Before tuning codecs, ensure the sorting key aligns with access patterns and data distribution.


LowCardinality Often Delivers Larger Gains

For string columns with relatively few distinct values, LowCardinality frequently provides larger storage savings than codec experimentation.

Example:

country LowCardinality(String)

This approach stores values through dictionary encoding and can dramatically reduce storage requirements for dimensions such as:

  • Country codes
  • Event types
  • Device categories
  • Status values

Always evaluate LowCardinality before spending significant effort on string compression tuning.


Measuring Compression Efficiency

Compression decisions should be based on measured results rather than assumptions.
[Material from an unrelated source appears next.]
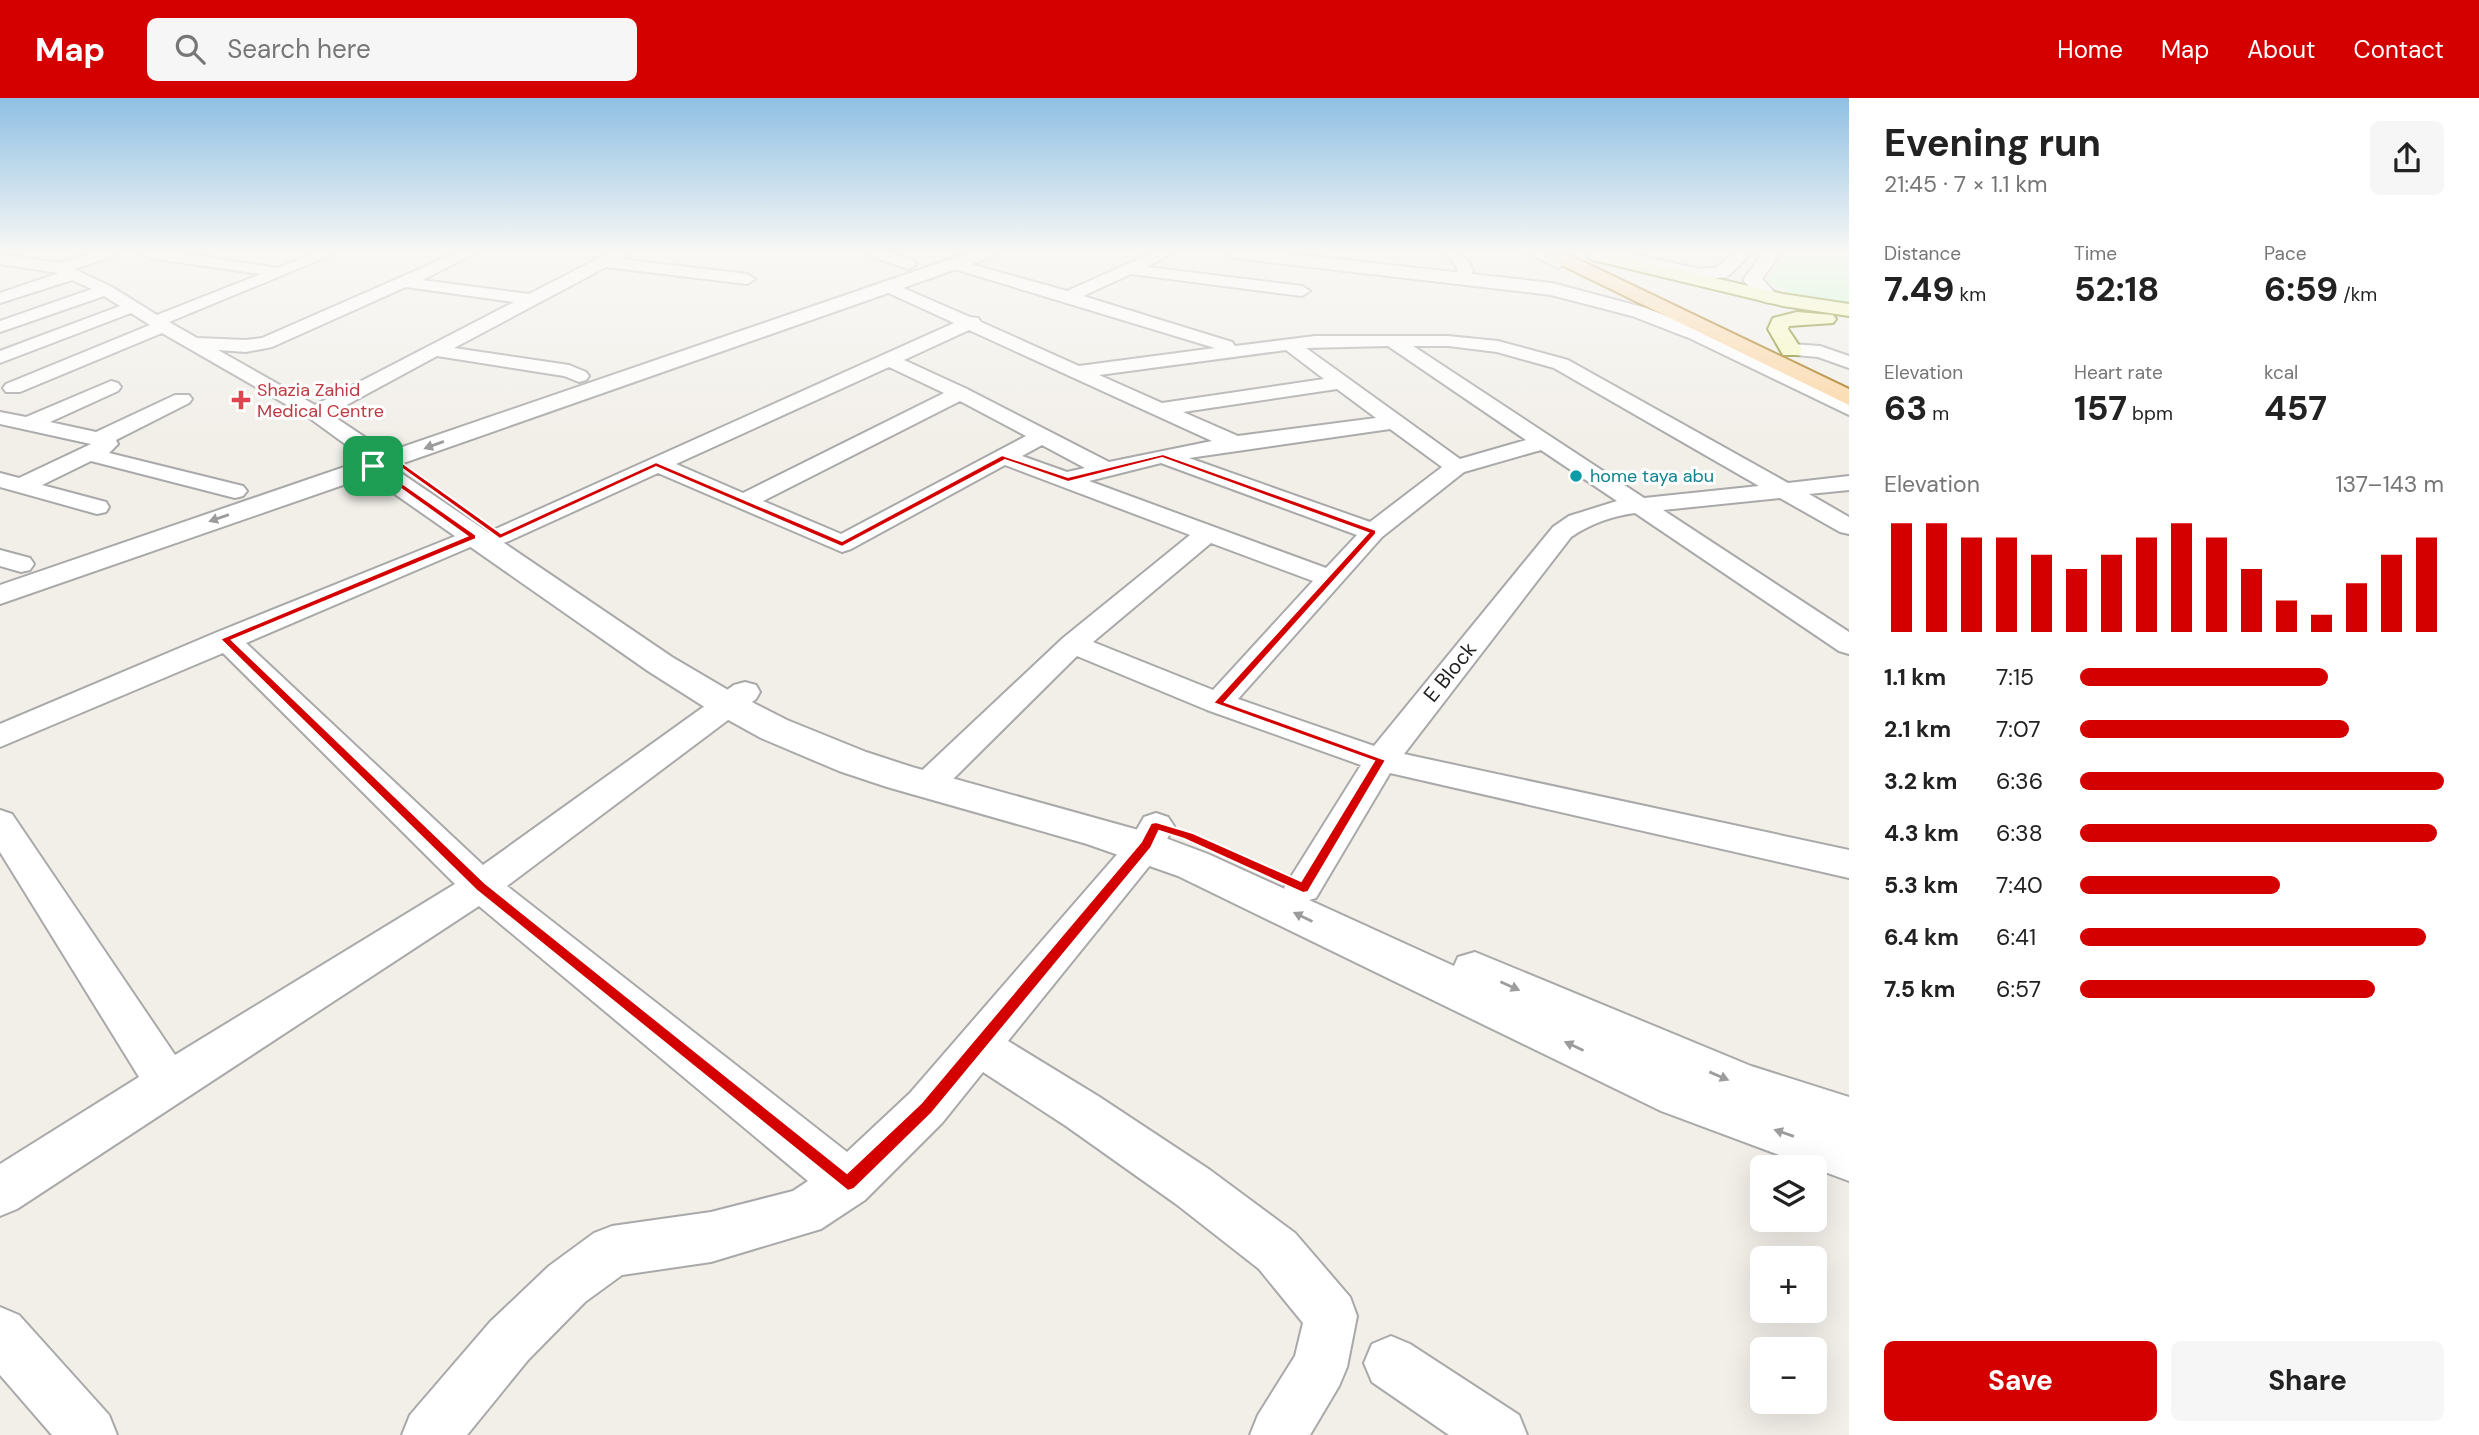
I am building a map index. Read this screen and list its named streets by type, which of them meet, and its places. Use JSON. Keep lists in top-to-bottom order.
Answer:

ClickHouse exposes compression statistics through system tables.

Example:

SELECT
    column,
    formatReadableSize(sum(data_uncompressed_bytes)) AS uncompressed,
    formatReadableSize(sum(data_compressed_bytes)) AS compressed,
    round(
        sum(data_uncompressed_bytes) /
        sum(data_compressed_bytes),
        2
    ) AS compression_ratio
FROM system.parts_columns
WHERE table = 'events'
GROUP BY column
ORDER BY compression_ratio DESC;

This allows engineers to identify:

  • Highly compressible columns
  • Ineffective codec selections
  • Opportunities for storage optimization

Practical Starting Points

While every workload is different, the following combinations are commonly effective:

Sequential Integer IDs

CODEC(Delta, ZSTD)

Useful when values increase predictably.


Regularly Spaced Timestamps

CODEC(DoubleDelta, ZSTD)

Particularly effective when intervals are consistent.


Floating-Point Time-Series Metrics

CODEC(Gorilla, ZSTD)

Often effective for monitoring and telemetry workloads.


Low-Cardinality Strings

LowCardinality(String)

Evaluate dictionary encoding before experimenting with codecs.


Random Values

Examples:

  • UUIDs
  • Hashes
  • Cryptographic identifiers

A simple approach is often best:

CODEC(ZSTD)

Delta-based encodings typically provide little benefit for highly random data.


Common Mistakes

Applying Delta to Random Data

Bad:

uuid UUID CODEC(Delta, ZSTD)

Random values generally do not produce meaningful deltas.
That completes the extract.